START SUPPLIED DATA

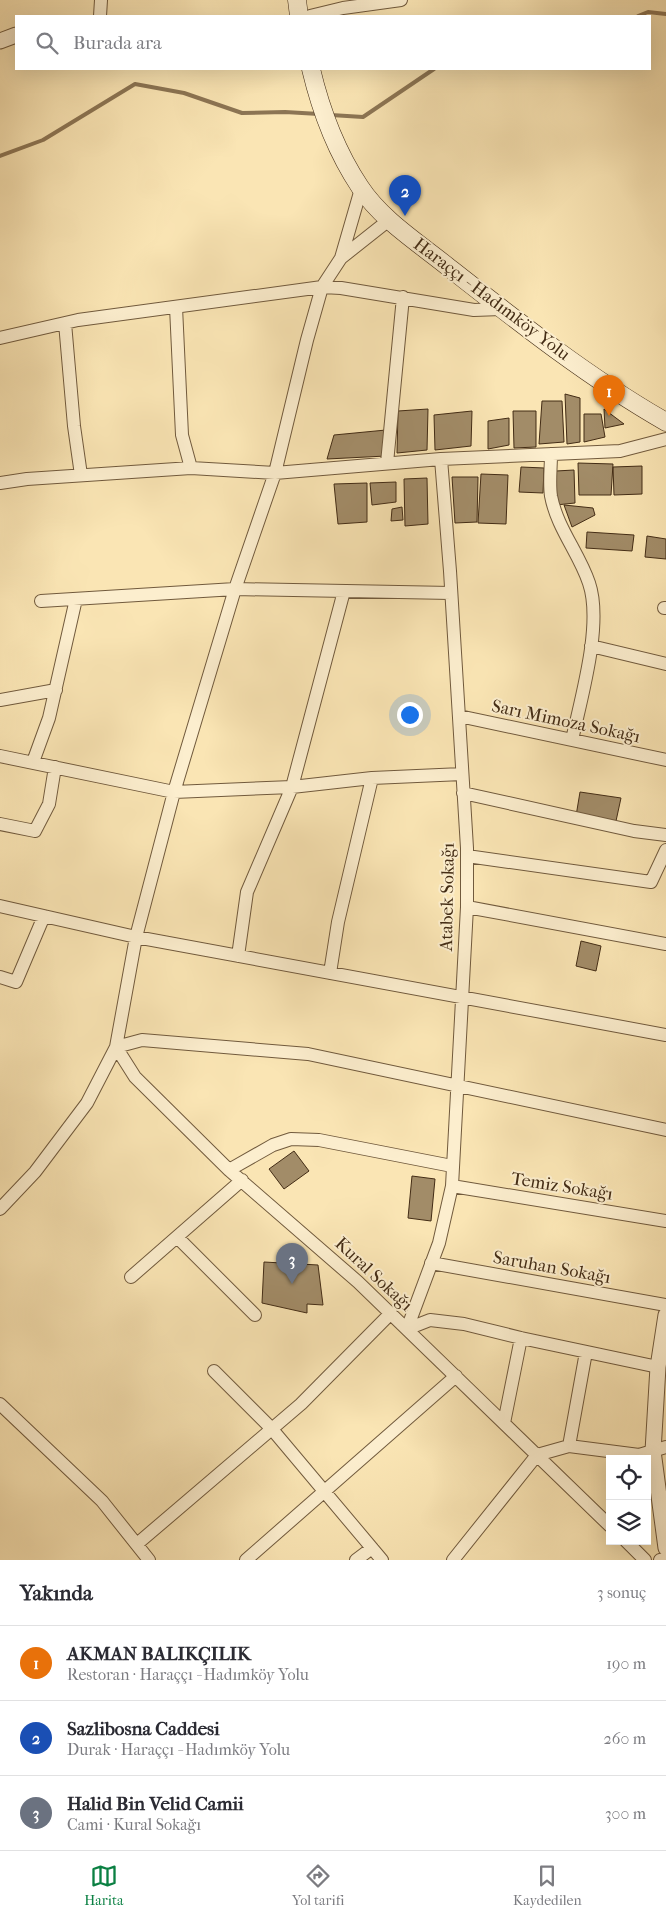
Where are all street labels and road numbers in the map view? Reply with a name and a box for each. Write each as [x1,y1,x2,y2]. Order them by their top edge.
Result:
street label: Haraççı - Hadımköy Yolu [409,234,574,365]
street label: Sarı Mimoza Sokağı [490,696,643,748]
street label: Atabek Sokağı [436,842,459,952]
street label: Temiz Sokağı [510,1168,615,1205]
street label: Kural Sokağı [330,1233,417,1316]
street label: Saruhan Sokağı [491,1247,613,1288]

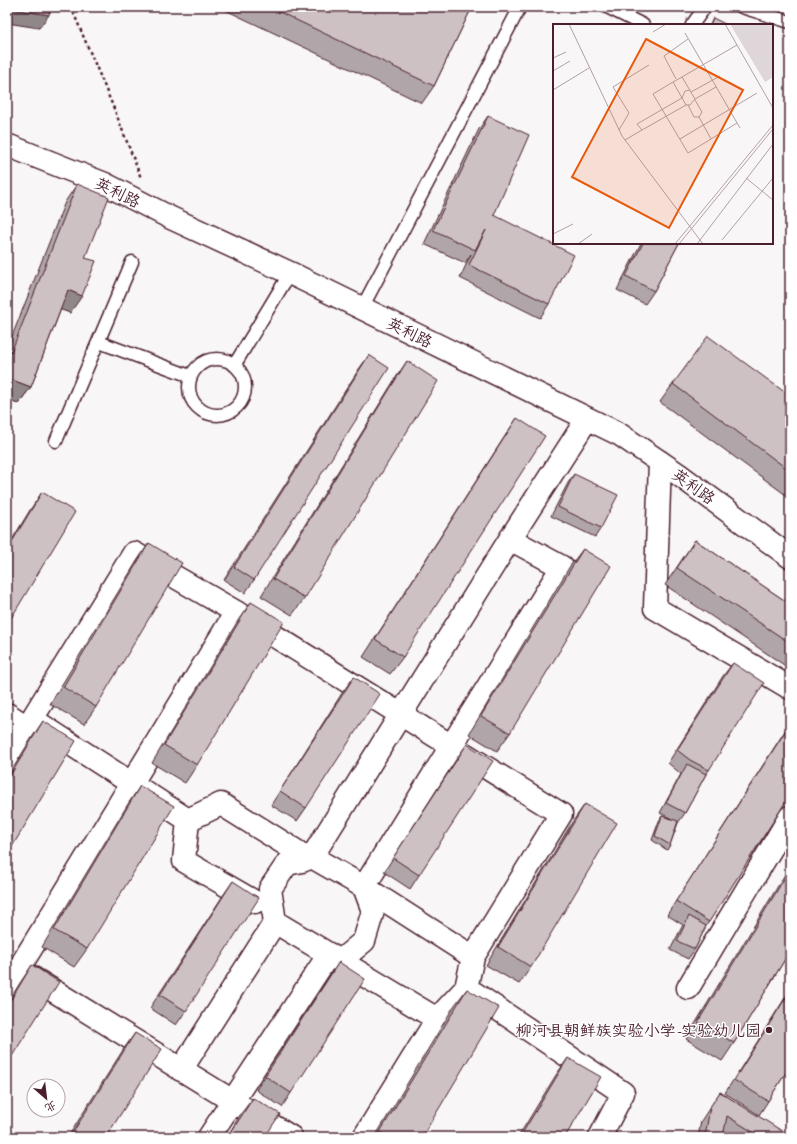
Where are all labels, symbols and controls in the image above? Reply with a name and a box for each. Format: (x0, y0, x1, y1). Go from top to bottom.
inset map (553, 24, 773, 244)
street label: 英利路 (92, 173, 144, 212)
street label: 英利路 (384, 313, 436, 352)
street label: 英利路 (668, 465, 719, 509)
place label: 柳河县朝鲜族实验小学-实验幼儿园 (516, 1021, 761, 1041)
marker: 柳河县朝鲜族实验小学-实验幼儿园 (764, 1025, 774, 1035)
north arrow (26, 1078, 66, 1118)
text: 北 (43, 1098, 59, 1116)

END SUPPLIED DATA

#### TO DO:
Please output the records exactly, leaving the pictures out.

#### THE COMPLETED TASK:
Where are all street labels and road numbers in the map view? Reply with a name and a box for each. Write each as [x1,y1,x2,y2]. Order them by their top edge.
Result:
street label: Haraççı - Hadımköy Yolu [409,234,574,365]
street label: Sarı Mimoza Sokağı [490,696,643,748]
street label: Atabek Sokağı [436,842,459,952]
street label: Temiz Sokağı [510,1168,615,1205]
street label: Kural Sokağı [330,1233,417,1316]
street label: Saruhan Sokağı [491,1247,613,1288]

Where are all labels, symbols and controls in the image above? Reply with a name and a box for each. Format: (x0, y0, x1, y1). Go from top to bottom.
inset map (553, 24, 773, 244)
street label: 英利路 (92, 173, 144, 212)
street label: 英利路 (384, 313, 436, 352)
street label: 英利路 (668, 465, 719, 509)
place label: 柳河县朝鲜族实验小学-实验幼儿园 (516, 1021, 761, 1041)
marker: 柳河县朝鲜族实验小学-实验幼儿园 (764, 1025, 774, 1035)
north arrow (26, 1078, 66, 1118)
text: 北 (43, 1098, 59, 1116)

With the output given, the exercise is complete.